Chapitre 4.3 - Sans filet
Le transport s’éloigne et Lesya est immobile, sur le parking vide. Ses hommes la regardent, interrogatifs. Il y a une confusion dans son esprit. Pas exactement, son corps fonctionne, autonome, mais sa tête est éteinte. Les stimulus sensoriels continuent d’affluer, identiques à une bouillie d’informations.
Et si je tentais de prendre plus de contrôle ?
Je me laisse couler en elle, notre vision s’éclaircit, je découvre le sentiment de l’air sur sa peau. Je décide de regarder autour et je constate que ses pupilles suivent ma volonté. Puis-je en faire plus ?
— Lava ? Est-ce...
Olek est interrompu par deux détonations. Son radar à danger réagit, pas de sifflement, c’est un tir d’artillerie ami, nous sommes en sécurité. Son retour m’a écrasé, elle a le contrôle, mais je suis toujours discrètement là. J’ai gagné du terrain. Elle aperçoit Olek, Taras, Sviat et Andriy et se demande où elle est. Kostiantynivka, la base opérationnelle avancée du bataillon. C’est reparti.

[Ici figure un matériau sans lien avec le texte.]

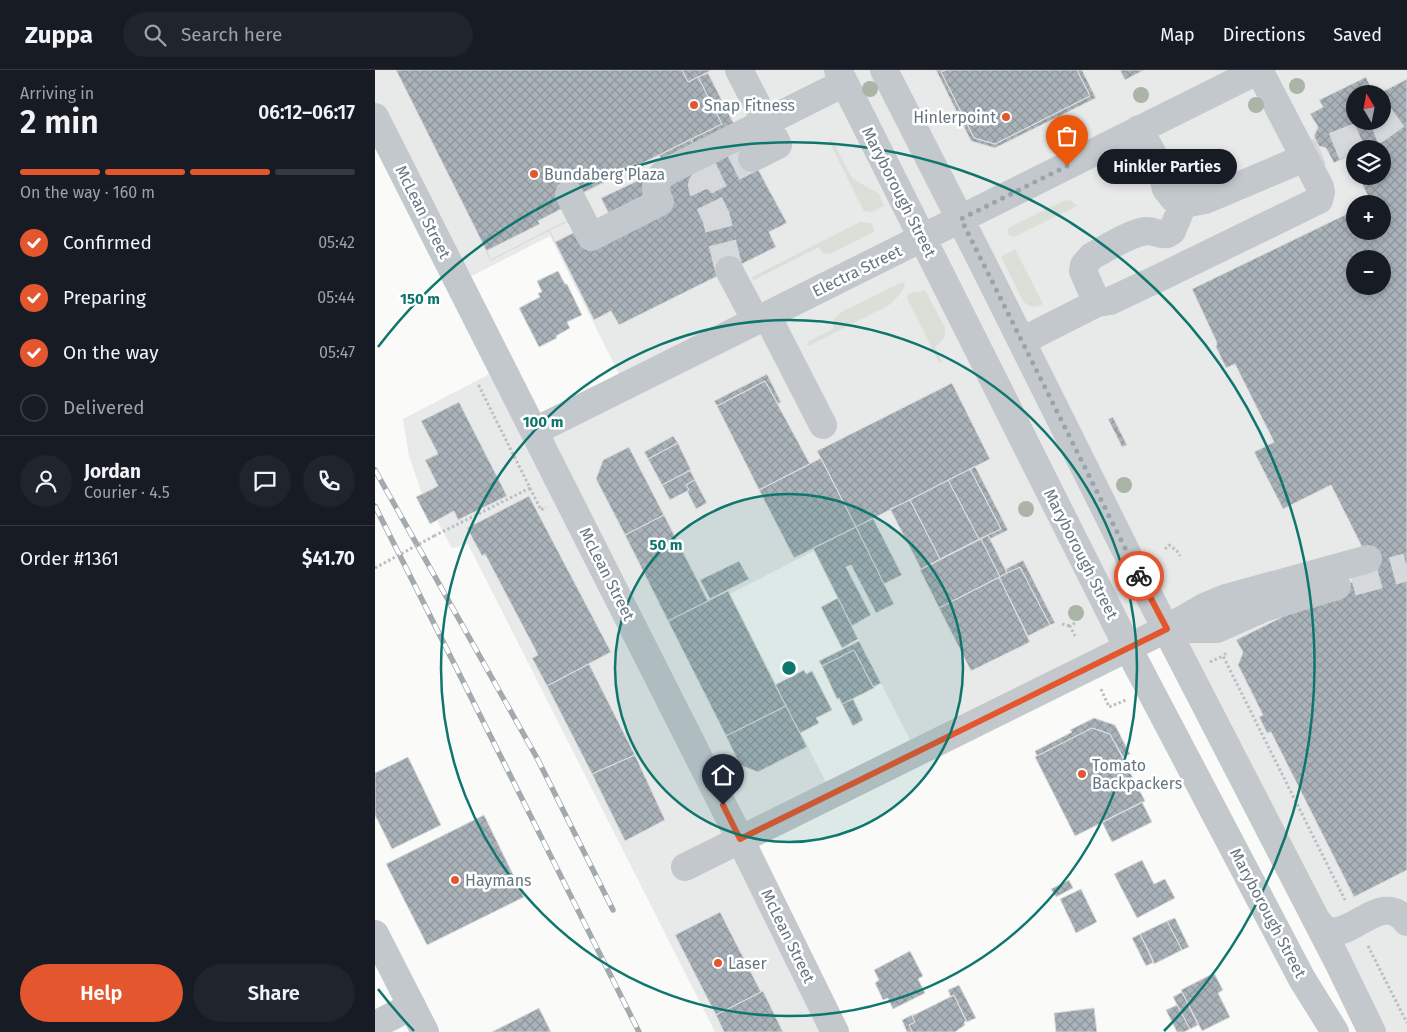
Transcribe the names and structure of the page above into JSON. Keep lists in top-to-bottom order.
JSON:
{
  "streets": {
    "street": ["Maryborough Street", "McLean Street", "Electra Street"]
  },
  "crossings": [
    ["Maryborough Street", "Electra Street"],
    ["McLean Street", "Electra Street"]
  ],
  "places": [
    "Snap Fitness",
    "Hinlerpoint",
    "Hinkler Parties",
    "Bundaberg Plaza",
    "Tomato Backpackers",
    "Haymans",
    "Laser"
  ],
  "north": "top",
  "page": {
    "header": "Zuppa",
    "search": "Search here",
    "nav": ["Map", "Directions", "Saved"],
    "heading": ["2 min", "Arriving in", "06:12–06:17"],
    "panel": [
      "Jordan",
      "Courier · 4.5",
      "Order #1361",
      "$41.70"
    ],
    "map_buttons": ["+", "−"],
    "bubble": "Hinkler Parties",
    "bar": "On the way · 160 m",
    "list": [
      ["Confirmed", "05:42"],
      ["Preparing", "05:44"],
      ["On the way", "05:47"],
      "Delivered"
    ],
    "buttons": ["Help", "Share"]
  },
  "rings": ["150 m", "100 m", "50 m"]
}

— Buvez et mangez. Occupez-vous du matériel. Je vais aux nouvelles.
Elle jette son sac sur une épaule et quitte le petit groupe. Si proche du front, tout le camp est éclaté, étalé. Lesya le connaît, elle n’hésite pas et se dirige tout droit vers un grand bâtiment industriel. Passé la sentinelle qui la salue, elle oblique à droite, vers un escalier menant au sous-sol. Un panneau indique « Antenne chirurgicale ».
Elle pénètre dans un large couloir, des lits sont alignés de part et d’autre. L’odeur est un mélange d’antiseptique et de sang. Des infirmiers livides sous la lumière des leds accrochées au plafond se déplacent.
Elle hait cet endroit.
Elle jette son sac contre un mur et se débarrasse de son arme. Pas très réglementaire, mais cela n’a aucune importance.
Sans observer les blessés, elle se dirige droit vers le personnel médical. Le feu éternel de sa colère se colore de peur. Celle de reconnaître un camarade ou un ami. Elle interpelle une femme qui se retourne, un médecin. Une capitaine qu’elle connaît de vue.
— Capitaine, sergent Vovchenko.
Elle veut se mettre au garde-à-vous, mais la médecin l’arrête d’un geste las de la main.
— C’est bon, repos. Je n’ai pas le temps. Que désires-tu ?
— Je viens pour un statut, soldat Shevchenko, 2e compagnie, 3e…
Une micro-expression sur le visage de l'officier et les mots s’évanouissent dans sa bouche.
— Je suis désolé Sergent, nous n’avons rien pu faire, il n’a pas survécu au transport.
La mâchoire de Lesya se serre, douloureusement. Elle fixe le sol deux secondes et se reprend.
— Je n’ai pas de nouvelles du lieutenant…
La médecin soupire.
— Lesya. Le lieutenant Lytvynenko vient d’être évacué. Blessures sérieuses. Il ne reviendra pas. On m’a dit qu’un obus est tombé en plein dans la tranchée, il a eu plus de chance que ses deux camarades…
Elle lui serre le bras.
— Vous êtes la seule sous-officière de la section encore en état, sergent. Je ne sais pas si je dois vous féliciter. Je dois y aller, prend soin de toi Lesya.
Le capitaine lui tourne le dos et s’éloigne avec un infirmier.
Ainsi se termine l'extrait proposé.